> Requirement: The entire listing is to be repeated verbatim.

> Given records:
=== Section Start ===
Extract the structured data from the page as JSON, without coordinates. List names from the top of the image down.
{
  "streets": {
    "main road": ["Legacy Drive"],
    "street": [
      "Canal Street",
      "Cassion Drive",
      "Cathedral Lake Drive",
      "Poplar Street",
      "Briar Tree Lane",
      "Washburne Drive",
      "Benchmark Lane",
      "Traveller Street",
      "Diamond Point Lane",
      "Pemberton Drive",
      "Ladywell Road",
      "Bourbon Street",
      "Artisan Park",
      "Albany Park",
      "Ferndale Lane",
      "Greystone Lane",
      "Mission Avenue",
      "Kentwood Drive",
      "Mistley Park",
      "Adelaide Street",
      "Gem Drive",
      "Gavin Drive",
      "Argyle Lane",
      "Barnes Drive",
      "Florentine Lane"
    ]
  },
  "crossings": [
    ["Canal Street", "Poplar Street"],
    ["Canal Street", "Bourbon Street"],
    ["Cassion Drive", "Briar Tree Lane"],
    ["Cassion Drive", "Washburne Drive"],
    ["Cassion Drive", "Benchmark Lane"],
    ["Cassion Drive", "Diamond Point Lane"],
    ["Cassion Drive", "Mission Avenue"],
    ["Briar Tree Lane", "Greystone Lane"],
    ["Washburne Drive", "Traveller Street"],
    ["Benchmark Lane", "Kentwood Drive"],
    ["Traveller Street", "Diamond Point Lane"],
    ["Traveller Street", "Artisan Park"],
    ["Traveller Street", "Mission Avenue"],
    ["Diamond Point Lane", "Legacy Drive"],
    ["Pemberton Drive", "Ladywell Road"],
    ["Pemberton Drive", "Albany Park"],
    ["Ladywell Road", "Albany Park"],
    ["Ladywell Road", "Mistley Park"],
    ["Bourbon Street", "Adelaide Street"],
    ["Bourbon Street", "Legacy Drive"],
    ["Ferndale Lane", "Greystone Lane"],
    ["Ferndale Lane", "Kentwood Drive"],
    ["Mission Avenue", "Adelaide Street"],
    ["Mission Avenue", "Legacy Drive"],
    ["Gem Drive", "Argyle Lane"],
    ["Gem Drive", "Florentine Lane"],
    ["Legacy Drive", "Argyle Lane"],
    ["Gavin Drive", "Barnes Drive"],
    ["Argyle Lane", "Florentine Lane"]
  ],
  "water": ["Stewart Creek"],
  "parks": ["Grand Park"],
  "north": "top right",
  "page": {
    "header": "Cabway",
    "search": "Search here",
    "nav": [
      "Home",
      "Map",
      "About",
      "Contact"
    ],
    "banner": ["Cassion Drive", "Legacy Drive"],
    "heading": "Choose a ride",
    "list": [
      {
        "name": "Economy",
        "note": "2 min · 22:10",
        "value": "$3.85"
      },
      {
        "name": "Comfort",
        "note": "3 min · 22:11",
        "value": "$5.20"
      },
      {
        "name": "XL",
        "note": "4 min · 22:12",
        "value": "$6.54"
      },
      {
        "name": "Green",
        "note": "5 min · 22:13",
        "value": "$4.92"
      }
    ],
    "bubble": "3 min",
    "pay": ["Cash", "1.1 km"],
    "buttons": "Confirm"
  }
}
=== Section End ===
> Result of this exercise:
Extract the structured data from the page as JSON, without coordinates. List names from the top of the image down.
{
  "streets": {
    "main road": ["Legacy Drive"],
    "street": [
      "Canal Street",
      "Cassion Drive",
      "Cathedral Lake Drive",
      "Poplar Street",
      "Briar Tree Lane",
      "Washburne Drive",
      "Benchmark Lane",
      "Traveller Street",
      "Diamond Point Lane",
      "Pemberton Drive",
      "Ladywell Road",
      "Bourbon Street",
      "Artisan Park",
      "Albany Park",
      "Ferndale Lane",
      "Greystone Lane",
      "Mission Avenue",
      "Kentwood Drive",
      "Mistley Park",
      "Adelaide Street",
      "Gem Drive",
      "Gavin Drive",
      "Argyle Lane",
      "Barnes Drive",
      "Florentine Lane"
    ]
  },
  "crossings": [
    ["Canal Street", "Poplar Street"],
    ["Canal Street", "Bourbon Street"],
    ["Cassion Drive", "Briar Tree Lane"],
    ["Cassion Drive", "Washburne Drive"],
    ["Cassion Drive", "Benchmark Lane"],
    ["Cassion Drive", "Diamond Point Lane"],
    ["Cassion Drive", "Mission Avenue"],
    ["Briar Tree Lane", "Greystone Lane"],
    ["Washburne Drive", "Traveller Street"],
    ["Benchmark Lane", "Kentwood Drive"],
    ["Traveller Street", "Diamond Point Lane"],
    ["Traveller Street", "Artisan Park"],
    ["Traveller Street", "Mission Avenue"],
    ["Diamond Point Lane", "Legacy Drive"],
    ["Pemberton Drive", "Ladywell Road"],
    ["Pemberton Drive", "Albany Park"],
    ["Ladywell Road", "Albany Park"],
    ["Ladywell Road", "Mistley Park"],
    ["Bourbon Street", "Adelaide Street"],
    ["Bourbon Street", "Legacy Drive"],
    ["Ferndale Lane", "Greystone Lane"],
    ["Ferndale Lane", "Kentwood Drive"],
    ["Mission Avenue", "Adelaide Street"],
    ["Mission Avenue", "Legacy Drive"],
    ["Gem Drive", "Argyle Lane"],
    ["Gem Drive", "Florentine Lane"],
    ["Legacy Drive", "Argyle Lane"],
    ["Gavin Drive", "Barnes Drive"],
    ["Argyle Lane", "Florentine Lane"]
  ],
  "water": ["Stewart Creek"],
  "parks": ["Grand Park"],
  "north": "top right",
  "page": {
    "header": "Cabway",
    "search": "Search here",
    "nav": [
      "Home",
      "Map",
      "About",
      "Contact"
    ],
    "banner": ["Cassion Drive", "Legacy Drive"],
    "heading": "Choose a ride",
    "list": [
      {
        "name": "Economy",
        "note": "2 min · 22:10",
        "value": "$3.85"
      },
      {
        "name": "Comfort",
        "note": "3 min · 22:11",
        "value": "$5.20"
      },
      {
        "name": "XL",
        "note": "4 min · 22:12",
        "value": "$6.54"
      },
      {
        "name": "Green",
        "note": "5 min · 22:13",
        "value": "$4.92"
      }
    ],
    "bubble": "3 min",
    "pay": ["Cash", "1.1 km"],
    "buttons": "Confirm"
  }
}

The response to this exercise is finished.